Tomadas por si, estas propostas são inadmissíveis, ainda por cima no atual quadro económico, com inúmeras empresas a fechar as portas, deixando muitas vezes milhares de trabalhadores sem qualquer indemnização, e com fortes reduções dos apoios do Estado aos desempregados. Além de mais, esta é uma ofensiva neoliberal, cujos princípios estão na base da gravíssima crise que muitos países europeus vivem. E, finalmente, no caso português, não será por aqui que, de repente, as nossas empresas se tornam competitivas e a taxa de desemprego se reduz drasticamente.

Dito isto, contudo, não se pode ignorar a enorme pressão internacional a que as autoridades portuguesas têm vindo a ser sujeitas para flexibilizar o despedimento individual e para limitar as indemnizações (Portugal é o única país da União Europeia que não tem esta limitação). Por isso, é necessário mudar a legislação, sendo uma excelente ideia alinhá-la, no mínimo, com as leis espanholas. E é certamente necessário analisar se as alterações propostas em matéria de redução de indemnizações atingem muitas ou poucas pessoas. No cenário de injustiça que daqui decorre, pode ser que o Governo português consiga mostrar trabalho para o exterior - e não causar demasiados estragos internamente.



Por Nicolau Santos.

Portugal - Um carro sem gasolina

A economia portuguesa começa a assemelhar-se perigosamente a um carro sem gasolina. E os carros sem gasolina param. A gasolina das economias é o crédito.
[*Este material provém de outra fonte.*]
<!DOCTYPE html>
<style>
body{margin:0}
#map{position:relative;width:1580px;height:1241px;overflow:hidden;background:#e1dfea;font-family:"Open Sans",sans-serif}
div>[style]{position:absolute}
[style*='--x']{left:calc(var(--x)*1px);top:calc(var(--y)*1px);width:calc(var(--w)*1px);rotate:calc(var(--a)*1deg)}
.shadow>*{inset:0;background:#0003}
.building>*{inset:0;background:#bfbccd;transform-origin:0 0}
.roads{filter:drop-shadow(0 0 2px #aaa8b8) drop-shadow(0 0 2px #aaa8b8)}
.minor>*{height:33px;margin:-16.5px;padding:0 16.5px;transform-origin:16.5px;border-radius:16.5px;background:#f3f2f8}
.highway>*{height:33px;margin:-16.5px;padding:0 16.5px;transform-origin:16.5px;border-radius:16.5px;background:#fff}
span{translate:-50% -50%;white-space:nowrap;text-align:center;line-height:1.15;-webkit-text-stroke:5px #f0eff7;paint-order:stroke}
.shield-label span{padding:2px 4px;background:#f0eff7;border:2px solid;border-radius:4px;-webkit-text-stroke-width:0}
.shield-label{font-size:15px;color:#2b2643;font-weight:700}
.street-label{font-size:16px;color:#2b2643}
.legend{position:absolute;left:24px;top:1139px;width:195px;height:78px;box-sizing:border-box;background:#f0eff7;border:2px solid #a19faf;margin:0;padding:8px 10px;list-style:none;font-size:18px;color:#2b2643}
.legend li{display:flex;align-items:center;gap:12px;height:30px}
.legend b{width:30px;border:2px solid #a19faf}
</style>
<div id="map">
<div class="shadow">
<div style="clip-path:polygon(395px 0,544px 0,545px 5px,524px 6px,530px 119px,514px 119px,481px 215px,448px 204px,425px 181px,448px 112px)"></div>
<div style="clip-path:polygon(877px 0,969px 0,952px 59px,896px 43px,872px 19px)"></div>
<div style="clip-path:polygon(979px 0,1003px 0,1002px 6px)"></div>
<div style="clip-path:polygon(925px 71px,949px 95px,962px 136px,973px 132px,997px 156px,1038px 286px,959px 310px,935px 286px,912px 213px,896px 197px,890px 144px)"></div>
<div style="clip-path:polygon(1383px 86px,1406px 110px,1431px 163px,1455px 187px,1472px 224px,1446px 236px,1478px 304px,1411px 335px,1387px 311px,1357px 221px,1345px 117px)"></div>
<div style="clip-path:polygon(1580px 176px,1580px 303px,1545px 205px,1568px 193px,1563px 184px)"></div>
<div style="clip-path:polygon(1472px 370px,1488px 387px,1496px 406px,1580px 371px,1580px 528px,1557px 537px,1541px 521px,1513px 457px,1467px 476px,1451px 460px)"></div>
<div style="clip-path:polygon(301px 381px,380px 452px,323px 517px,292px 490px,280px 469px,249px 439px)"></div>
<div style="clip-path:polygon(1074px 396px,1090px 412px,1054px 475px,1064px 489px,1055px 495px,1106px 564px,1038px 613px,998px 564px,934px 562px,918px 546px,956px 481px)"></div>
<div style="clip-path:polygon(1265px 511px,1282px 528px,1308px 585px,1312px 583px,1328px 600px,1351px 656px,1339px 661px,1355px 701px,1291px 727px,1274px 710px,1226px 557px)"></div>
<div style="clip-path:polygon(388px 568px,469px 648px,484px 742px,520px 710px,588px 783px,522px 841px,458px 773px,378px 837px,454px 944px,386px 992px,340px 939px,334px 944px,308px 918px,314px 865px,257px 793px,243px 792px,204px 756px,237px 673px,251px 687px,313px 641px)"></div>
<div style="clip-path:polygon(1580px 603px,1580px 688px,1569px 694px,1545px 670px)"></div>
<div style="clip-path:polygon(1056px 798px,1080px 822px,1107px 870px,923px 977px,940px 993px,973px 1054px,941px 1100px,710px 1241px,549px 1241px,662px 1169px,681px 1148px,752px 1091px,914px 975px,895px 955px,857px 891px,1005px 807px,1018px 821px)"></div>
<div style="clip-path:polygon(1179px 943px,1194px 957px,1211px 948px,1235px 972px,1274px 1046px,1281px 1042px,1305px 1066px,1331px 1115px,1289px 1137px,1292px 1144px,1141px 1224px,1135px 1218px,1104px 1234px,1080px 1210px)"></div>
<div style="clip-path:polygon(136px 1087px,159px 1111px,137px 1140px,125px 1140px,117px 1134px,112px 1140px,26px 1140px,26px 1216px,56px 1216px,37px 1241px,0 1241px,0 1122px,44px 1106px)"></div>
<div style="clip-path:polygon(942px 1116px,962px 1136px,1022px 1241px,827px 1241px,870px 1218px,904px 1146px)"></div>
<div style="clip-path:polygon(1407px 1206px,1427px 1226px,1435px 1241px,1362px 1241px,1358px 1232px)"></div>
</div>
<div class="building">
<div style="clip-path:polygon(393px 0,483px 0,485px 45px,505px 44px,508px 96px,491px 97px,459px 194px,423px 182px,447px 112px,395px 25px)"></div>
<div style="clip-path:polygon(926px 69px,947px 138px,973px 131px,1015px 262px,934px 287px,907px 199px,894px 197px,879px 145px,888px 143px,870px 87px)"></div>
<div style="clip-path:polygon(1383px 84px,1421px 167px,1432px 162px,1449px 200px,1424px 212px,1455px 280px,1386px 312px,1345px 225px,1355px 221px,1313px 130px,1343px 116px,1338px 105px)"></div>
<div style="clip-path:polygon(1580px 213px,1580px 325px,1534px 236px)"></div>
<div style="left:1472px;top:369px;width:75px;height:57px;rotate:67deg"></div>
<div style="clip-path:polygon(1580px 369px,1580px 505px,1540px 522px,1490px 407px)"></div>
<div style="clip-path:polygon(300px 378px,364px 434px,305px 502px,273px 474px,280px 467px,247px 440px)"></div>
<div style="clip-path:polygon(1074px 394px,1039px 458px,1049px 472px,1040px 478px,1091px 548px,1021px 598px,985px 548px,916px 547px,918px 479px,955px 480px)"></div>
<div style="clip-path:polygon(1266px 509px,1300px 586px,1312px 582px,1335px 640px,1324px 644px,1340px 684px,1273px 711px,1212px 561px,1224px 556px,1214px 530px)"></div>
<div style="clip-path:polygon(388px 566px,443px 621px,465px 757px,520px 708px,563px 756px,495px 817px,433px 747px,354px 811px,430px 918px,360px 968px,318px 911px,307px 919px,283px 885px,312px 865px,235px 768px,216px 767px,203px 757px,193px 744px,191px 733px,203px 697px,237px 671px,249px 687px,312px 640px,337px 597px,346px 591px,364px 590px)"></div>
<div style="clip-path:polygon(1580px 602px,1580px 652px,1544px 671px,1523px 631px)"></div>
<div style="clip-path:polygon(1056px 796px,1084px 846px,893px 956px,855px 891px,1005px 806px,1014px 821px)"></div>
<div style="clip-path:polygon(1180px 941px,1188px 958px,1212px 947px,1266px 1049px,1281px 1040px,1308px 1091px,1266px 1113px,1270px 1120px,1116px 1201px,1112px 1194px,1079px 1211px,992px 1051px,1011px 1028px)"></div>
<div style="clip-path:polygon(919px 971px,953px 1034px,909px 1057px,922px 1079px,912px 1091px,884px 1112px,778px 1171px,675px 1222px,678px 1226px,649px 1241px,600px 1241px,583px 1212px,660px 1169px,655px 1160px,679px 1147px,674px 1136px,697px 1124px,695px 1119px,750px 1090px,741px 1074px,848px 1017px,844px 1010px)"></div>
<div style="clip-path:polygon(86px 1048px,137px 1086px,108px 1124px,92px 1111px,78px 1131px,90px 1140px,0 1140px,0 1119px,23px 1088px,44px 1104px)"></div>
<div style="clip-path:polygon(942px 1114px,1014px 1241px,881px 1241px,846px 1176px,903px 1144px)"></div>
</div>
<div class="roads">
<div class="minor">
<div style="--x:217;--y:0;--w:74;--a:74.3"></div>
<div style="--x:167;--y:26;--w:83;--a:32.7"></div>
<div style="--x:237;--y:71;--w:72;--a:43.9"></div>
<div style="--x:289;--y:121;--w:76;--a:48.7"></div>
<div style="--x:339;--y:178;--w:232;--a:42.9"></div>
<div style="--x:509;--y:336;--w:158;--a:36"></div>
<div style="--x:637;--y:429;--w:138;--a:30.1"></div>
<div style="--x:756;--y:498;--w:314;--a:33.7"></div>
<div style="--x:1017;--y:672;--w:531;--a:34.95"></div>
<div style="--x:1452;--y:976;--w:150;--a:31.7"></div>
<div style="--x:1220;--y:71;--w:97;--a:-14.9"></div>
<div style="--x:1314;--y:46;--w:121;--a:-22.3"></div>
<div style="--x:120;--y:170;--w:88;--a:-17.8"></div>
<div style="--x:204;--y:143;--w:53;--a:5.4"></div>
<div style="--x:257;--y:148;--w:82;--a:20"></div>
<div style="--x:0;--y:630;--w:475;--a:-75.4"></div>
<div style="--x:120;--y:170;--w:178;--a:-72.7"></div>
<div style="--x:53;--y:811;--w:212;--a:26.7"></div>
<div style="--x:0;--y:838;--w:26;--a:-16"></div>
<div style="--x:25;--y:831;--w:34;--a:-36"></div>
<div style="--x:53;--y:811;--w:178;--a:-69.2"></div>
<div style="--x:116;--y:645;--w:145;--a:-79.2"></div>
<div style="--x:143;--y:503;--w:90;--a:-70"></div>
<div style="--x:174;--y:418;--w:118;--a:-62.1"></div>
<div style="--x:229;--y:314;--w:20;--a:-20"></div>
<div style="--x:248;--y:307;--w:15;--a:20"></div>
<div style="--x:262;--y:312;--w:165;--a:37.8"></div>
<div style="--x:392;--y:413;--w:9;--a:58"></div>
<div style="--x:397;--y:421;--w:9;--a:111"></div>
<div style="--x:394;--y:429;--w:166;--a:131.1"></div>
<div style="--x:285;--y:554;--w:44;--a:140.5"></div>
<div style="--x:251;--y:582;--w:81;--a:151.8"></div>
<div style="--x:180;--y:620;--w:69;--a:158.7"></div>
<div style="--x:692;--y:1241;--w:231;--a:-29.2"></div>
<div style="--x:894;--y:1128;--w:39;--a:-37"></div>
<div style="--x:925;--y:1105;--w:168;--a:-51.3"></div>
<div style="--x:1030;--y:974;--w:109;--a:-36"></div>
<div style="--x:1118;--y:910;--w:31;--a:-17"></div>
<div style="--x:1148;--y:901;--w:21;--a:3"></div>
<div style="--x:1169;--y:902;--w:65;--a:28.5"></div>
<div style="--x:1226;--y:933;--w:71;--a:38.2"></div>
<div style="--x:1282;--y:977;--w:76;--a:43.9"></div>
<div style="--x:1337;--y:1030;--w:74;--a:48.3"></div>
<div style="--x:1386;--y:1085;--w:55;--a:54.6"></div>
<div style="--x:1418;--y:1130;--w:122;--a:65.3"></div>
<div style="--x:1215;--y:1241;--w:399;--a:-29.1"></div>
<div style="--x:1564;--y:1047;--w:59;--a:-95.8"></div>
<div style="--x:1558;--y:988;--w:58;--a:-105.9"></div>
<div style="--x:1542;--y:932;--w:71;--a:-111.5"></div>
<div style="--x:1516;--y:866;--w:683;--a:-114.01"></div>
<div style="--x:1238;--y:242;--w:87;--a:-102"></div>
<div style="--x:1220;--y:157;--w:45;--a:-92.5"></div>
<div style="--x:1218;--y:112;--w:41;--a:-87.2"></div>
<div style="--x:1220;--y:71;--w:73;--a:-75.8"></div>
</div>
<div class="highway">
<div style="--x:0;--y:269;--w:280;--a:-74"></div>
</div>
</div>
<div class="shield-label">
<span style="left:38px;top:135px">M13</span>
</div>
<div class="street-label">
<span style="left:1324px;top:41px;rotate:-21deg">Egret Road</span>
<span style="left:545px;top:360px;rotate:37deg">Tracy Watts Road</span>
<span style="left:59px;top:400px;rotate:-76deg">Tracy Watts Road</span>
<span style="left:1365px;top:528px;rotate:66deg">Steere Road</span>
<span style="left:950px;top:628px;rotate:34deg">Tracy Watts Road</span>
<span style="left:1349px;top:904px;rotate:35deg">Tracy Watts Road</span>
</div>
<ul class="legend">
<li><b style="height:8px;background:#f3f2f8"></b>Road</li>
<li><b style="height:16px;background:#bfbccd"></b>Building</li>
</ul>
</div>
Ora todos os sinais mostram que a gasolina necessária à economia portuguesa vai escassear fortemente ao longo de 2011. No plano externo vivemos de 15 em 15 dias com o credo na boca. Cada vez que o Estado precisa de ir aos mercados obter financiamento, fica-se sempre na expectativa do preço que terá de pagar ou qual será o dia em que, independentemente do preço, não haja ninguém para nos emprestar o vil metal. O sector bancário, devido à crise da dívida soberana, está ligado à máquina. E a máquina chama-se Banco Central Europeu. No dia em que o BCE desligar a máquina, a banca portuguesa fica em muitos maus lençóis. Por isso, vai seguindo as recomendações do Banco de Portugal: aumentar capital, não distribuir dividendos, encolher a carteira de crédito. Foi isso que o BPI anunciou esta semana: não há dividendos pela primeira vez na história do banco. O BES colocou à venda uma carteira de crédito superior a €2,2 mil milhões. Por outras palavras, Estado, empresas e famílias vão este ano ter de adequar os seus orçamentos a esta nova realidade. Escapam, talvez, as empresas exportadoras. É a esperança que nos resta.
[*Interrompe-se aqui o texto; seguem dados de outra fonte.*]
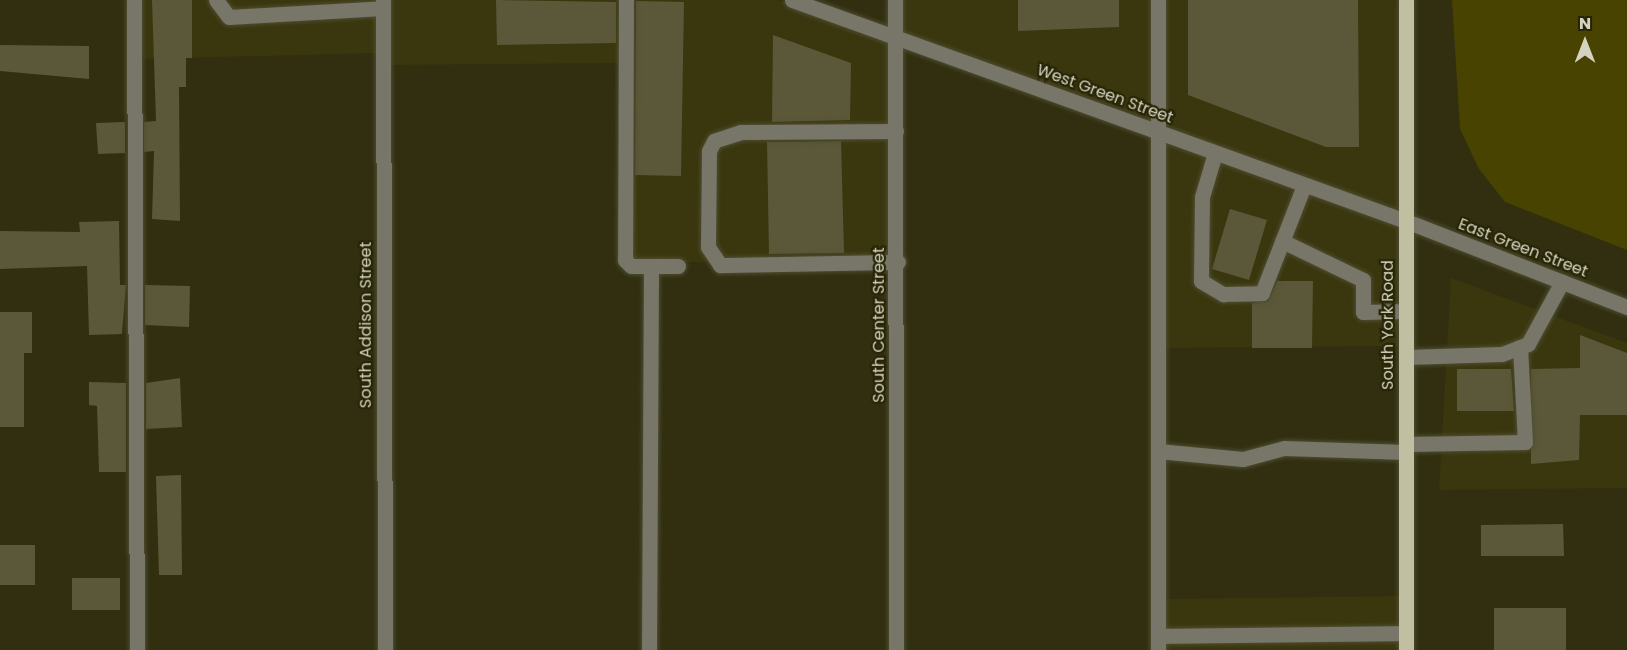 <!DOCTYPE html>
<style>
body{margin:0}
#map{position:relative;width:1627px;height:650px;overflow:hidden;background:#312f10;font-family:Poppins,sans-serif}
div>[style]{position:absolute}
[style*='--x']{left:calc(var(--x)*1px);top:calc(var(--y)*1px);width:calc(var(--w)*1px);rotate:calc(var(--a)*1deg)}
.built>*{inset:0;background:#3a360e}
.green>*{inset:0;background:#484300}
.building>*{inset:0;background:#5b5839}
.roads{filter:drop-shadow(0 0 2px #4e4d30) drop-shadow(0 0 2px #4e4d30)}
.minor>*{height:15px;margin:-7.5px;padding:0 7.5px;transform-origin:7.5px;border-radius:7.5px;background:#777668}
.major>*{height:15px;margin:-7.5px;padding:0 7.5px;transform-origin:7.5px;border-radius:7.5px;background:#c1bfa1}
span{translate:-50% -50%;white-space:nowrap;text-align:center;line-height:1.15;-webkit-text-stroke:4.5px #272505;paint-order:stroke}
.street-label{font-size:16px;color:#d4d3c1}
.north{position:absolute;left:1555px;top:12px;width:60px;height:60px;-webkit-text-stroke:4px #272505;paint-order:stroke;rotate:0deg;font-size:16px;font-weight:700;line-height:24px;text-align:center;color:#d4d3c1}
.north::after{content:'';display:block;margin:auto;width:21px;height:27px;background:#d4d3c1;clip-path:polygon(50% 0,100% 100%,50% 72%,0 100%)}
</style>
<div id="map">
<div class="built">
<i style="clip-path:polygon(140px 0,378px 0,378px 53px,141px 59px)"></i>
<i style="clip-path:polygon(387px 0,777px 0,890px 42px,893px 259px,621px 263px,618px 63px,387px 65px)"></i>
<i style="clip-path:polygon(902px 0,1398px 0,1398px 211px,903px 32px)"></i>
<i style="clip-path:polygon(1161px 139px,1400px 225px,1399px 346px,1163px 348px)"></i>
<i style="clip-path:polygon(1451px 278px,1627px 343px,1627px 488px,1439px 490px)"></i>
<i style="clip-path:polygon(1400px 596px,1400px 650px,1163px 650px,1163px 599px)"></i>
</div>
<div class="green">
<i style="clip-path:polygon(1452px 0,1627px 0,1627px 250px,1505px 202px,1479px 169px,1460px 129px)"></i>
</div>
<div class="building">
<i style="clip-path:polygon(152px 0,192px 0,192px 58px,186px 58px,186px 87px,179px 87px,180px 221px,152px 219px,154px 151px,144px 152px,144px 122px,156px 121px)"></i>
<i style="clip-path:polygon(496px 0,616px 2px,616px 43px,497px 45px)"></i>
<i style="clip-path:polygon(1018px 0,1119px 0,1119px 27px,1018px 31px)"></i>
<i style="clip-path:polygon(1188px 0,1358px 0,1359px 147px,1326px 147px,1188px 95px)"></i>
<i style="clip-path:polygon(636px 1px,684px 2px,681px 176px,635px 175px)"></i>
<i style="clip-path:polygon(773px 35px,851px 63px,850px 120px,772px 122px)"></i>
<i style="clip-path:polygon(0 45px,89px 46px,89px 79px,0 71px)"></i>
<i style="clip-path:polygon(125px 122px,125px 153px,98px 154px,96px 123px)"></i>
<i style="clip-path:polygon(841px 141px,844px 253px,769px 254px,767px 142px)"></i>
<i style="clip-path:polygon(1230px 209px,1267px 220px,1249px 280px,1212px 269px)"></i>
<i style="clip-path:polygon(119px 221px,120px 285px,126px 285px,122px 334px,89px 335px,87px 266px,0 269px,0 231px,80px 232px,79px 222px)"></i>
<i style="clip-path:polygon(1277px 281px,1313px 281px,1312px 348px,1252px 348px,1252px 303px,1268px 301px)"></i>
<i style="clip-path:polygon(145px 285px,190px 286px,189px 327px,145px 325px)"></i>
<i style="clip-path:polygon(0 312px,32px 312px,32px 353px,24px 353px,24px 427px,0 427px)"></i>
<i style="clip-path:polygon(1580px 335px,1627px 353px,1627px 415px,1580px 415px,1579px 460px,1531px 464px,1531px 369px,1580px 368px)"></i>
<i style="clip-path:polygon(1457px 369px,1511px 369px,1514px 411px,1457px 411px)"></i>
<i style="clip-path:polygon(180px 378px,182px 427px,146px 429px,146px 383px)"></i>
<i style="clip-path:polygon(89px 382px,126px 383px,126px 472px,99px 472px,97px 406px,89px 405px)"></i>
<i style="clip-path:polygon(181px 475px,182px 575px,159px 575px,156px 476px)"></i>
<i style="clip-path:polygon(1563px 524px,1564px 556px,1481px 556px,1481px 525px)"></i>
<i style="clip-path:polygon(0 545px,35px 545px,35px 585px,0 585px)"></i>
<i style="clip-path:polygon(72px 578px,120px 578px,120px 610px,72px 610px)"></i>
<i style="clip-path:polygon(1494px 608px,1566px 608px,1566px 650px,1494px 650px)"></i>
</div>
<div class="roads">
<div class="minor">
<i style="--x:134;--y:0;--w:650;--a:89.74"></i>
<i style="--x:216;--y:0;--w:21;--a:53"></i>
<i style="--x:229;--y:17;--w:154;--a:-3.3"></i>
<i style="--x:383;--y:0;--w:650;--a:89.82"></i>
<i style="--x:626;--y:0;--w:260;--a:90.2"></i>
<i style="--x:625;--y:260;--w:8;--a:45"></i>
<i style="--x:631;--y:266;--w:47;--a:0"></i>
<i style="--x:792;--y:0;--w:653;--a:19.8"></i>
<i style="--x:1406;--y:221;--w:237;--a:21.3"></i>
<i style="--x:895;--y:0;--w:650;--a:89.91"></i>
<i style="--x:896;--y:131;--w:155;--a:179.6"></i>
<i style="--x:741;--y:132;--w:28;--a:162"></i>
<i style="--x:714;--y:141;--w:11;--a:117"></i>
<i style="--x:709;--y:151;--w:96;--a:90.6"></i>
<i style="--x:708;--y:247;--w:22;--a:56"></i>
<i style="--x:720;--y:265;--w:178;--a:-1"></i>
<i style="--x:1215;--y:153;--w:46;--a:106.5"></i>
<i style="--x:1202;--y:197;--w:84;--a:90.7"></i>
<i style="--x:1201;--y:281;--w:26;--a:31"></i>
<i style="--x:1223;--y:294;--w:39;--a:-1"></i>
<i style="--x:1262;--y:293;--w:116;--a:-68.7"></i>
<i style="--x:1282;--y:241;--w:90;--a:25.7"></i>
<i style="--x:1363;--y:280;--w:32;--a:90"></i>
<i style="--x:1363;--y:312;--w:43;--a:-1.3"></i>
<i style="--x:1406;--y:357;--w:96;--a:-1.8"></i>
<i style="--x:1502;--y:354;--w:28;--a:-21"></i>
<i style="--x:1528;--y:344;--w:71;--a:-61.3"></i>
<i style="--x:1406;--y:444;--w:119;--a:-1"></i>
<i style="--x:1525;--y:442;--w:95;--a:-93"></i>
<i style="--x:1158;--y:451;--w:85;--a:5.4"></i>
<i style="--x:1243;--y:459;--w:42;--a:-15"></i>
<i style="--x:1284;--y:448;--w:122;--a:1.9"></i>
<i style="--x:1158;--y:636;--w:248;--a:-0.7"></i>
<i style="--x:649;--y:650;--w:384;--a:-89.7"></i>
<i style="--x:1158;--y:650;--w:650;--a:-90"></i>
</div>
<div class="major">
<i style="--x:1406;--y:0;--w:650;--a:90"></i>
</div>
</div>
<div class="street-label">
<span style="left:1105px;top:94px;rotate:20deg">West Green Street</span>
<span style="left:1523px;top:248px;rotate:21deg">East Green Street</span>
<span style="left:366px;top:325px;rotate:-90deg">South Addison Street</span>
<span style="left:879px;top:325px;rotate:-90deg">South Center Street</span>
<span style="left:1388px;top:325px;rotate:-90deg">South York Road</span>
</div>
<div class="north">N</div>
</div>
Os juízes a caminho do socialismo

Na sua batalha contra os cortes salariais, o Sindicato dos Magistrados do Ministério Público pediu um parecer ao professor catedrático de Direito, Paulo Otero, que defende que tais cortes são inconstitucionais, porque os sacrifícios devem ser feitos por todos os cidadãos e não apenas por uma parte. Sugere por isso que o Estado obrigue as empresas a cortar os salários dos seus trabalhadores e a entregar-lhe esse montante. A proposta até é admissível, desde que os juízes aceitem que podem ser despedidos da função pública (como os trabalhadores nas empresas privadas). Assim é que estaremos perante uma verdadeira igualdade - e a caminho do socialismo. Além disso, os outros cidadãos estão a pagar fortemente a crise: mais impostos; redução dos apoios do Estado; aumento do desemprego. Finalmente, estamos perante uma situação de necessidade excecional para o Estado. Não deve a sua resolução prevalecer sobre tudo o resto? Decididamente, a balança que a Justiça usa está inclinada - a favor dos que nela trabalham.